• [ASSIGNED TASK]:
Whenever the string "rows" turns up in a line of the data below, copy that line.

• [DATA EXCERPTS]:
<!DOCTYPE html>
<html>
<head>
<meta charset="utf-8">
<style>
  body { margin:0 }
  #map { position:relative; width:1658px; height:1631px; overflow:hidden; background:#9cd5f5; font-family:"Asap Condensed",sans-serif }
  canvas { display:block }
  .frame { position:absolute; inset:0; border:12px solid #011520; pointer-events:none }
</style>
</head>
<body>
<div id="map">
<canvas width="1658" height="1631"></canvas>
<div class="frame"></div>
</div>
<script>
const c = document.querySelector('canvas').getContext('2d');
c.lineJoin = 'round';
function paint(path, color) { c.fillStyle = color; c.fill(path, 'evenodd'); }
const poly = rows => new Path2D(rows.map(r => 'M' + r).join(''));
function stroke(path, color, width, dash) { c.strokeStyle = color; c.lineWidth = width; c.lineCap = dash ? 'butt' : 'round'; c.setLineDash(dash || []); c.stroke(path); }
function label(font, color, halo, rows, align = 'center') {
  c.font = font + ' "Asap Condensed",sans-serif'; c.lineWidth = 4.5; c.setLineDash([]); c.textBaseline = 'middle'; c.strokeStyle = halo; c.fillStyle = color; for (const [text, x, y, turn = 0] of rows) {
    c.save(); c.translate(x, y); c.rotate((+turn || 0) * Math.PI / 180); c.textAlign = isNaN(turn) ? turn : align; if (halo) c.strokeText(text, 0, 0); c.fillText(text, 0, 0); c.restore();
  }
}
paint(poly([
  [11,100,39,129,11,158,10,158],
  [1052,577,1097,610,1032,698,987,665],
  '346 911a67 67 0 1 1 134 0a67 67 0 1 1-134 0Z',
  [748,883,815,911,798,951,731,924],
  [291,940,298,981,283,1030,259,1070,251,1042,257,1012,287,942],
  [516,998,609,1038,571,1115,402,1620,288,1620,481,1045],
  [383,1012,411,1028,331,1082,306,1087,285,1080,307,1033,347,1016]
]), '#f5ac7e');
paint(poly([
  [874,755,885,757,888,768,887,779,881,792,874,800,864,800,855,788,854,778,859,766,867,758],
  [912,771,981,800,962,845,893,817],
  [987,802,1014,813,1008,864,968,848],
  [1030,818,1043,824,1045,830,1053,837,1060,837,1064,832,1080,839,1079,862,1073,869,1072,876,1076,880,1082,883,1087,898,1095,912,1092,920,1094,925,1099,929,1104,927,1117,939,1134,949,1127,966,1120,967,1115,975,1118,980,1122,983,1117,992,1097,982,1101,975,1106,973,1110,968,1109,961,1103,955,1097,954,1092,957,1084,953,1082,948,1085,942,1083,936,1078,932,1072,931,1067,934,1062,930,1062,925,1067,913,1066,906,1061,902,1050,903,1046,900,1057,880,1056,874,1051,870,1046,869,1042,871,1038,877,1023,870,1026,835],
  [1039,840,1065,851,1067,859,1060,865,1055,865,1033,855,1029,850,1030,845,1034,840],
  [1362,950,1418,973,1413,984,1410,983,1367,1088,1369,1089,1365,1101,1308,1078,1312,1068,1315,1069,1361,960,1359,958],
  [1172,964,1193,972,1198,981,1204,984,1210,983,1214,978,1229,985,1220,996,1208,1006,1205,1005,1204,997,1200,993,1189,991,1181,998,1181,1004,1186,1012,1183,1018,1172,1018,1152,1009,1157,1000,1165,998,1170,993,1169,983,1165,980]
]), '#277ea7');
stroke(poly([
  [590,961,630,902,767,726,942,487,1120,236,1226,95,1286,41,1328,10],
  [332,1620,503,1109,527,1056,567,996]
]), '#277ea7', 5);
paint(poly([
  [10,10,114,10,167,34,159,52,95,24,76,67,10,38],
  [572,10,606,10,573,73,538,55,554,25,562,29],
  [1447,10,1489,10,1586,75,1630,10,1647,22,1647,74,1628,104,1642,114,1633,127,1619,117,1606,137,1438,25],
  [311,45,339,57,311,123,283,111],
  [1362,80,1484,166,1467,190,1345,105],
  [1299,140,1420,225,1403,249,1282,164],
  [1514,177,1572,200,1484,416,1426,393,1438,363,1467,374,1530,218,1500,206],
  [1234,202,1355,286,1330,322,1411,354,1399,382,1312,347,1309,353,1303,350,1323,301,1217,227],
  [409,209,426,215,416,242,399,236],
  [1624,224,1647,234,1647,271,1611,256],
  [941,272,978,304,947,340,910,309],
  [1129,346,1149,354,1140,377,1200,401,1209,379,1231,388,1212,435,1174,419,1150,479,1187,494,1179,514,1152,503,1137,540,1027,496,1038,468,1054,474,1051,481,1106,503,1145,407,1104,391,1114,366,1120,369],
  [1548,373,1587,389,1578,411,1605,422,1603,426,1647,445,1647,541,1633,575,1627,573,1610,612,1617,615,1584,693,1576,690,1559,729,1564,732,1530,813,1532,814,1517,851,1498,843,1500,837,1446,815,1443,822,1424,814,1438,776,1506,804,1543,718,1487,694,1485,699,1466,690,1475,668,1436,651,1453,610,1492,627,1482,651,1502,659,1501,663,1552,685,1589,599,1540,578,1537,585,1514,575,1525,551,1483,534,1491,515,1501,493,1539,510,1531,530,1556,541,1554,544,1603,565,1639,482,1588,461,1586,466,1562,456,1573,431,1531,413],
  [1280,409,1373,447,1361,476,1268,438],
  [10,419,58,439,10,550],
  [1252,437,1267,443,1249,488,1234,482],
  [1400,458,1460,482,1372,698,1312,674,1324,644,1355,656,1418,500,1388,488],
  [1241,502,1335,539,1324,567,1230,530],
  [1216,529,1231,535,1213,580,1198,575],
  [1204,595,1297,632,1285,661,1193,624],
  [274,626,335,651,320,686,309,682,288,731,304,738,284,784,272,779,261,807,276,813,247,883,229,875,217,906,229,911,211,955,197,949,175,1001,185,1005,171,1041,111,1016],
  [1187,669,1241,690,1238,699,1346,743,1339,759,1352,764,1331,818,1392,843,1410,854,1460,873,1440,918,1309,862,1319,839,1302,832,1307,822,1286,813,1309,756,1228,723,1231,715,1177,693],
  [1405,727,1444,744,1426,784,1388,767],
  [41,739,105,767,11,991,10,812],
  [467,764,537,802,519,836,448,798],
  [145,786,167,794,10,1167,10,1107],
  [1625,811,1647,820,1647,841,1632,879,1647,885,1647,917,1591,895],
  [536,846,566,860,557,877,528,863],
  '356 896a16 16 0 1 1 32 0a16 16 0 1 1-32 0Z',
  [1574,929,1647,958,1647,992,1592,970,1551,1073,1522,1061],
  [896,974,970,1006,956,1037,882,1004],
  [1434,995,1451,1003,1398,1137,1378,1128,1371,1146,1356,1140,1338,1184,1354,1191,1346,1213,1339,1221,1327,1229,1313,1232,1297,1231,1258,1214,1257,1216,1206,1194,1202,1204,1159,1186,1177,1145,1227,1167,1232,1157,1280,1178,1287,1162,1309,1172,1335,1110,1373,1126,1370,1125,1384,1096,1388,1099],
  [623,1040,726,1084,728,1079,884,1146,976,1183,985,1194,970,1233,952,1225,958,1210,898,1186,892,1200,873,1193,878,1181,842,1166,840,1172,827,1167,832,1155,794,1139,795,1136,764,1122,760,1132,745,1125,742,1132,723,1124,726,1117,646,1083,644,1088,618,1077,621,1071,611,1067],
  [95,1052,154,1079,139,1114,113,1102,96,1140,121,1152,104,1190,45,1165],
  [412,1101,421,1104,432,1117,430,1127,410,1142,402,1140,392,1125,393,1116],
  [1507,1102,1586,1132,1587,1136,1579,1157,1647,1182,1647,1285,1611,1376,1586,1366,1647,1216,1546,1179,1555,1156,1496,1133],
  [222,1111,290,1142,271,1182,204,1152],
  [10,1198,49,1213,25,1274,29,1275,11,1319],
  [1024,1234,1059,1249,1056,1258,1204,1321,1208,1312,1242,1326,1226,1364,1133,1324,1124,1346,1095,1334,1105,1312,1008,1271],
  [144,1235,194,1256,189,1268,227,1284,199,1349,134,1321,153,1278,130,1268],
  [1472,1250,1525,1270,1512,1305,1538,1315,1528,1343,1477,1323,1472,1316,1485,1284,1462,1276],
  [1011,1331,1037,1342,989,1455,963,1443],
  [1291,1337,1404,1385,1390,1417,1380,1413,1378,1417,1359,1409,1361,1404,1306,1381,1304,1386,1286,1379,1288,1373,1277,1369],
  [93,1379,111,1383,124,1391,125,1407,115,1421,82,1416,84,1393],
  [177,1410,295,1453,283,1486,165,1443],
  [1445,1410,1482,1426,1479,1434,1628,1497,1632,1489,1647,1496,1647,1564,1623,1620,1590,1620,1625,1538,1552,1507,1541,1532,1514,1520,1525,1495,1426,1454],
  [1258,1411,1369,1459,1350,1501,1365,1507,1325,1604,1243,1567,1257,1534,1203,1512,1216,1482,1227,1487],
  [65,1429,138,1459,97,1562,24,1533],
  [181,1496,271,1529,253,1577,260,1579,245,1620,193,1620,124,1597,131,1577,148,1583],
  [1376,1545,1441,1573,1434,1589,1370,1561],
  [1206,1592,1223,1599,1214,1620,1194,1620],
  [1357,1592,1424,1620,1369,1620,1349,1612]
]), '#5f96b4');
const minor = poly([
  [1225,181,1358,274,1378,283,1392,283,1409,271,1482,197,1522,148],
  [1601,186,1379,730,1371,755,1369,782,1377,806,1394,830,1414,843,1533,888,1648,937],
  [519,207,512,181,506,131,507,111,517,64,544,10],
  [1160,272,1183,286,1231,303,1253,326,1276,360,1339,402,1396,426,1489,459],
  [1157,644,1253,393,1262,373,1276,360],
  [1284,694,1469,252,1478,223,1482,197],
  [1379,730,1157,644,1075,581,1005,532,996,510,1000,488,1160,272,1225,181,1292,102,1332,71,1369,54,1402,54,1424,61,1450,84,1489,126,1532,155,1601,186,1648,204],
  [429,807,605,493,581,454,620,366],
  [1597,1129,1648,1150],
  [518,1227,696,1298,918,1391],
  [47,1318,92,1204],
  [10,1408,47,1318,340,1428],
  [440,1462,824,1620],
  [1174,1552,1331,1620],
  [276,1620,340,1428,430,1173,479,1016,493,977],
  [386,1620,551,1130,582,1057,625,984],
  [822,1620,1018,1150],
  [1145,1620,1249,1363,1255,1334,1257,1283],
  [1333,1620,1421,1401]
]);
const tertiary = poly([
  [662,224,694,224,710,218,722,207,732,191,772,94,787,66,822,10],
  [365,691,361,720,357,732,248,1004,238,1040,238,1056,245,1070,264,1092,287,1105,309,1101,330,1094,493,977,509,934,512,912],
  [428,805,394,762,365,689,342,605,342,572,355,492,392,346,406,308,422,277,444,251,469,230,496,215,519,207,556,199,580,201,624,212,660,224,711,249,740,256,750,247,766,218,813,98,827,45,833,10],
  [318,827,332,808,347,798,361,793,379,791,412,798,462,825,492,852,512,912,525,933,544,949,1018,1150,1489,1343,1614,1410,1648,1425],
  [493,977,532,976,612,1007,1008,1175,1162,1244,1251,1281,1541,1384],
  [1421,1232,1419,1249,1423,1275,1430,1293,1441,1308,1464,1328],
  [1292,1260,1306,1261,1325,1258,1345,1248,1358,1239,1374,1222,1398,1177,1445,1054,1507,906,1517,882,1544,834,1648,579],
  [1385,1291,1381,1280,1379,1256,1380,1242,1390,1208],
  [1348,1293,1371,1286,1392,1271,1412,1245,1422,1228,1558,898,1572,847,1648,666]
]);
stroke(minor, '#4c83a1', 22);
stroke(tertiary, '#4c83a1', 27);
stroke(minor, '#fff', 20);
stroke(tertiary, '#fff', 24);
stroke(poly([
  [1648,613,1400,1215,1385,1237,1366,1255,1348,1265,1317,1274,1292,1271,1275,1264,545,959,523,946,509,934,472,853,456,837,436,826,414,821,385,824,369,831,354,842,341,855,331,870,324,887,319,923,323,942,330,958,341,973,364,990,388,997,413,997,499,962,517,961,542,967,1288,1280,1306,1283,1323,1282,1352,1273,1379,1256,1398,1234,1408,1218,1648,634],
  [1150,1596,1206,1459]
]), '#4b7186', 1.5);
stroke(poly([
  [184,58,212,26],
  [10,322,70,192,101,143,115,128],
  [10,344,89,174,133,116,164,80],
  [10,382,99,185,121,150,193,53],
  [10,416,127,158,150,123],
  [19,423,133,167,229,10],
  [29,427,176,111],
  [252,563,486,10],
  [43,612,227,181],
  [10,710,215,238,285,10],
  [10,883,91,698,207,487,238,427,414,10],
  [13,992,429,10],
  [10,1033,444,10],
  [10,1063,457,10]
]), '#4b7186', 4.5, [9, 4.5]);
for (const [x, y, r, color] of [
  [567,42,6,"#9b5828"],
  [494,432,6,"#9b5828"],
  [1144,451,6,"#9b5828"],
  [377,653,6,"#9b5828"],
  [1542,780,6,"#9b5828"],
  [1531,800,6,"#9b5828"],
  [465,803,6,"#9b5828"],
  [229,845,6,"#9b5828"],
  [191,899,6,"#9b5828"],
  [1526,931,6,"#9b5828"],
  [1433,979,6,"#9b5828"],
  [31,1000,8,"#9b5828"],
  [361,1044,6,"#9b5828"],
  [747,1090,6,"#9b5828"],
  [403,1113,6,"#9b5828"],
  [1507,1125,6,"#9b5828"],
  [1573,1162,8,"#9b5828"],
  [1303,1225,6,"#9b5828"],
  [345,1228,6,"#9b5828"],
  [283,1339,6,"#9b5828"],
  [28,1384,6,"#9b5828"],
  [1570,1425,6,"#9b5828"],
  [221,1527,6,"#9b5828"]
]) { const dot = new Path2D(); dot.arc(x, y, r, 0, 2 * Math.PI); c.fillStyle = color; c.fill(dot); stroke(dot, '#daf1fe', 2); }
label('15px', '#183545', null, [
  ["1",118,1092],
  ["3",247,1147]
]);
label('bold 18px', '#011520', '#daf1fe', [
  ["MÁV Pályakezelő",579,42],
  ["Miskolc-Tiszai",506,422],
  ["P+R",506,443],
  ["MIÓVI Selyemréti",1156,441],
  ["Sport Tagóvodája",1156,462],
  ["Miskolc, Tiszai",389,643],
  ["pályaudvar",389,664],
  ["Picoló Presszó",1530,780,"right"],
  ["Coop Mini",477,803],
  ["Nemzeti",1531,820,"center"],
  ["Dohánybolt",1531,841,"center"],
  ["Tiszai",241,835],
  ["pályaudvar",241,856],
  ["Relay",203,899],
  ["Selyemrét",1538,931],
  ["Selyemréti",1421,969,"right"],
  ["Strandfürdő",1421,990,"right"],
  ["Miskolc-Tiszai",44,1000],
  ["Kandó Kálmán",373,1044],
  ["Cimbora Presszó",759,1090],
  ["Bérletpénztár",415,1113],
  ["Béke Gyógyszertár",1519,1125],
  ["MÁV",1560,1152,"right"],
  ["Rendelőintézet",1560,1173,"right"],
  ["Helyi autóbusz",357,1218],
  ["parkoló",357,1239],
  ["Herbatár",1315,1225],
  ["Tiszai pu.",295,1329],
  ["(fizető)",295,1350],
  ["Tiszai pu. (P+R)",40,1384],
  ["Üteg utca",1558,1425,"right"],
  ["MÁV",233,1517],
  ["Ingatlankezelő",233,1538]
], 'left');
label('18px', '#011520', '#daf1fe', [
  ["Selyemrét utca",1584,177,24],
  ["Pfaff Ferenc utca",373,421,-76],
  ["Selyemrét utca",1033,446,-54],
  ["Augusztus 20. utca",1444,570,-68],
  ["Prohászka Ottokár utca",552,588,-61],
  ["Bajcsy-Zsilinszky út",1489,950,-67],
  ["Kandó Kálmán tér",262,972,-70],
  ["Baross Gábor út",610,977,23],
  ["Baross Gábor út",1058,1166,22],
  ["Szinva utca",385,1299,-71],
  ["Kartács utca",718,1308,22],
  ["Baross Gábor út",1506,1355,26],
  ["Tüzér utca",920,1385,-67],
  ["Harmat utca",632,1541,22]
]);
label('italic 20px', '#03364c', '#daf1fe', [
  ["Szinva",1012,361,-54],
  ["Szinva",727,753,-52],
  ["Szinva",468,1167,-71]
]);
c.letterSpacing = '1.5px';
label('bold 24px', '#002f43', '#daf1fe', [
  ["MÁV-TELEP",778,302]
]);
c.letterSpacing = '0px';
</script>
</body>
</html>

• [EXPECTED ANSWER]:
const poly = rows => new Path2D(rows.map(r => 'M' + r).join(''));
function label(font, color, halo, rows, align = 'center') {
  c.font = font + ' "Asap Condensed",sans-serif'; c.lineWidth = 4.5; c.setLineDash([]); c.textBaseline = 'middle'; c.strokeStyle = halo; c.fillStyle = color; for (const [text, x, y, turn = 0] of rows) {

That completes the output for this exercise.